Bubonic plague: China closes tourist sites in Inner Mongolia after confirmation of situation

(CNN) – Authorities in the Inner Mongolia region of China closed many tourist sites after confirming a case of bubonic plague this week.

The case was discovered in Bayanur, northwest of the capital, Beijing. Five picturesque points close to the grassland have been closed, with visitors strictly prohibited from entering the affected area and visiting the surrounding area, according to the State Administration. Xinhua News Agency.

According to the Xinhua report, the Inner Mongolia authorities are also implementing stricter management of other grassland tourist sites to ensure that visitors do not feed or touch wild animals, and to reduce the number of rodents or fleas that may carry diseases.

Bayannur hospital authorities first informed the city officials of the suspected case on Saturday. The city was put under a Level 3 warning to prevent the plague, the second lowest level in a four-tier system, on Sunday.

Doctors officially identified the case as bubonic plague on Tuesday. The patient is isolated and treated in hospital, in stable condition, Xinhua reported.

The plague, caused by bacteria and transmitted by bites of fleas and infected animals, is known to cause the most deadly pandemic in human history – the Black Death, in which an estimated 50 million people were killed in Europe in the Middle Ages.

Bubonic plague, one of the three forms of plague, causes enlarged painful lymph nodes, as well as fever, chills and coughing.

Scientists and experts have warned the public not to panic in new cases – the plague has never disappeared, and modern antibiotics can prevent complications and death if given quickly enough.

A government newspaper reported that the World Health Organization is monitoring the situation in partnership with the Chinese and Mongolian authorities China daily.

Bayannur’s health authorities have warned the public not to report the results of dead or sick divers, and not to hunt, skin or eat them.

Marmot is a type of wild big squirrel that is eaten in some parts of China and the neighboring country Mongolia, which historically caused an outbreak of plague in the region.

Consumption of briquette meat or its members has been linked to an outbreak of other bubonic plague across the Chinese border in neighboring Mongolia – two cases were confirmed last week, and a suspected case was reported on Monday.
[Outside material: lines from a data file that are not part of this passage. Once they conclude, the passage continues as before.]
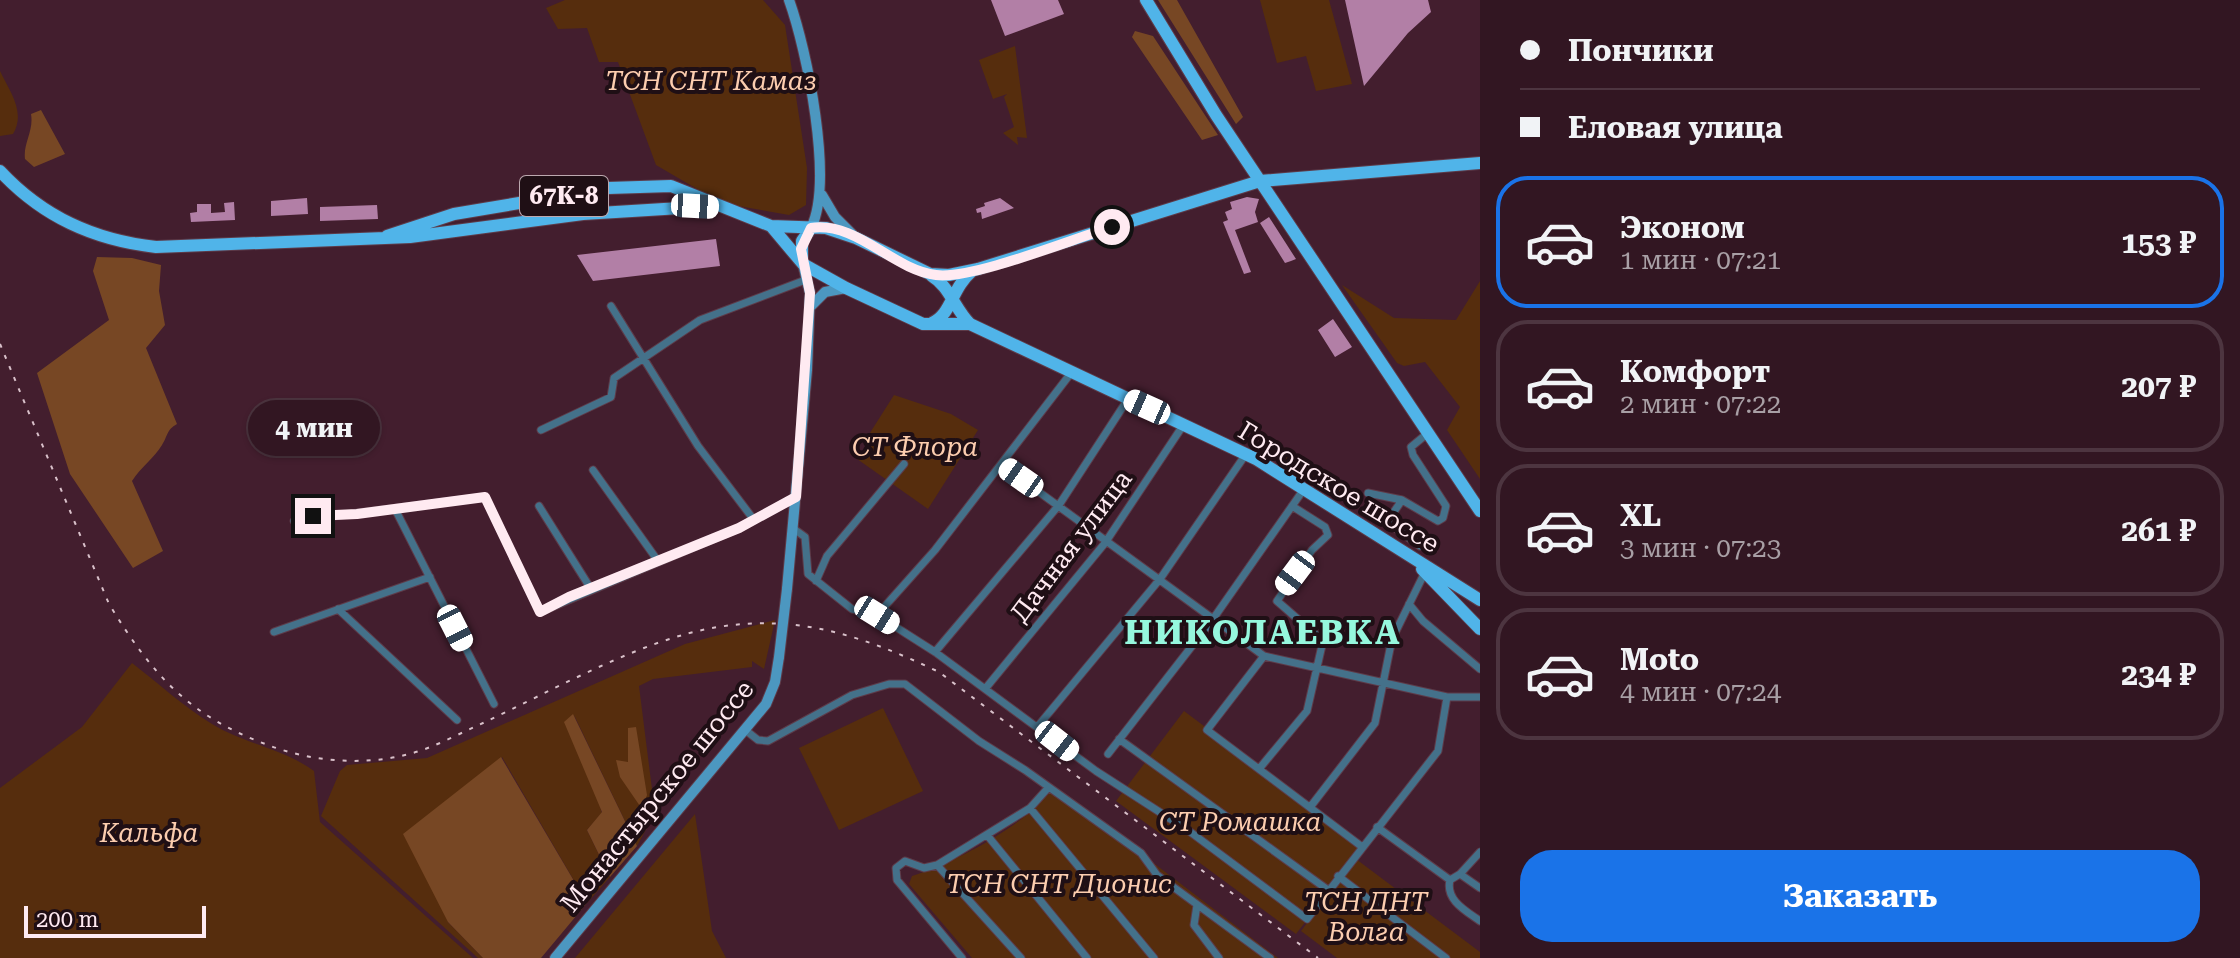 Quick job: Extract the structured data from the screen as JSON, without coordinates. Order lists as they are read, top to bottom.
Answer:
{
  "streets": {
    "main road": ["67К-8", "Городское шоссе", "Монастырское шоссе"],
    "street": ["Дачная улица"]
  },
  "crossings": [
    ["Городское шоссе", "Дачная улица"]
  ],
  "districts": ["НИКОЛАЕВКА"],
  "parks": [
    "ТСН СНТ Камаз",
    "СТ Флора",
    "СТ Ромашка",
    "Кальфа",
    "ТСН СНТ Дионис",
    "ТСН ДНТ Волга"
  ],
  "scale_bar": "200 m",
  "page": {
    "banner": ["Пончики", "Еловая улица"],
    "list": [
      {
        "name": "Эконом",
        "note": "1 мин · 07:21",
        "value": "153 ₽"
      },
      {
        "name": "Комфорт",
        "note": "2 мин · 07:22",
        "value": "207 ₽"
      },
      {
        "name": "XL",
        "note": "3 мин · 07:23",
        "value": "261 ₽"
      },
      {
        "name": "Moto",
        "note": "4 мин · 07:24",
        "value": "234 ₽"
      }
    ],
    "bubble": "4 мин",
    "buttons": "Заказать",
    "scale": "200 m"
  }
}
These cases paid The authorities in Russia, Which limits Mongolia, to warn residents of the border region against hunting or eating meat of divers, and to take preventive measures against insect bites.

The Russian embassy in Mongolia said, “There are no causes for serious concern” as the Mongolian authorities imposed travel restrictions and isolated the injured, according to Russian news agency RIA Novosti.

The embassy also quoted Sergei Dordetsu, WHO representative in Mongolia, who is reported to be experiencing a seasonal outbreak of plague, according to RIA Novosti.

“There are natural foci (bacteria, animal tank and carrier) for plague in Mongolia, and the disease is spread by a tarragon (Mongolian mark),” the embassy said.

“The problem is that the locals who, despite all the prohibitions and recommendations of the local authorities, continue to chase and eat them, because this is a local delicacy.”